▸ Supplied material
+ + + +
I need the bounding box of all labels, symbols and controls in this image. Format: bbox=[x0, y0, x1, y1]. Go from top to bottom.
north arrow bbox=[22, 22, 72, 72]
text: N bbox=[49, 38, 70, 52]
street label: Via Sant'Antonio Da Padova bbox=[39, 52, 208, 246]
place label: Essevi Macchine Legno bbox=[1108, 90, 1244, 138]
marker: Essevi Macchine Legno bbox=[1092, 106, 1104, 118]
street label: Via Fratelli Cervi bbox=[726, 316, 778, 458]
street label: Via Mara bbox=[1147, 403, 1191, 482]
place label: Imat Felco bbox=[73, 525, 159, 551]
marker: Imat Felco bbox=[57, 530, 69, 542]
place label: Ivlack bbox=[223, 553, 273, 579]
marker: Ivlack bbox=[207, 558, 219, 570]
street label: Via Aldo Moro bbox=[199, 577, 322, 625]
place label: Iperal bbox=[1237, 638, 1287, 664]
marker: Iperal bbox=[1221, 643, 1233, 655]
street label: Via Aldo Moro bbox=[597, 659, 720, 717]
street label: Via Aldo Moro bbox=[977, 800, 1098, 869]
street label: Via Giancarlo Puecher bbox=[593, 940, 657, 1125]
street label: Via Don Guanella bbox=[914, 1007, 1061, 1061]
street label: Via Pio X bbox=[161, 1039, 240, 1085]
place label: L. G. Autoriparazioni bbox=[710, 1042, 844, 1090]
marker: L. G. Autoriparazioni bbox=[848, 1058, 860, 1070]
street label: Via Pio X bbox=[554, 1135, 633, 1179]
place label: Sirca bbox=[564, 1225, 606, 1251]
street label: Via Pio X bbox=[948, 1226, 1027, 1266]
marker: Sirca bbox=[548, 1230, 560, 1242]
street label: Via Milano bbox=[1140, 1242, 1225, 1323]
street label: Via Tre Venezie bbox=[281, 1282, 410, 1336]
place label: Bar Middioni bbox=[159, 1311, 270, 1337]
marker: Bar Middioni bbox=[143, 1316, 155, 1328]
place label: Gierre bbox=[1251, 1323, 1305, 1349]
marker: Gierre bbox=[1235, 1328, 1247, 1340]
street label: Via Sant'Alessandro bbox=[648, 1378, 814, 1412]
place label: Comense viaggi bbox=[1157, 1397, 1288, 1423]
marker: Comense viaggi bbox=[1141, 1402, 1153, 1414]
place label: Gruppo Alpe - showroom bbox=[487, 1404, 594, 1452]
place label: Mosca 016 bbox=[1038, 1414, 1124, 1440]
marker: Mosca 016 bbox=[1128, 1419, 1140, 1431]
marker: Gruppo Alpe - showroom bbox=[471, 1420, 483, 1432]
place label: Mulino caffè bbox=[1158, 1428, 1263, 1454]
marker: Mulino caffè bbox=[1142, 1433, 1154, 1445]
+ + + +
Where a line of the data contains "Autoriparazioni", copy that line.

▸ Task answer
place label: L. G. Autoriparazioni bbox=[710, 1042, 844, 1090]
marker: L. G. Autoriparazioni bbox=[848, 1058, 860, 1070]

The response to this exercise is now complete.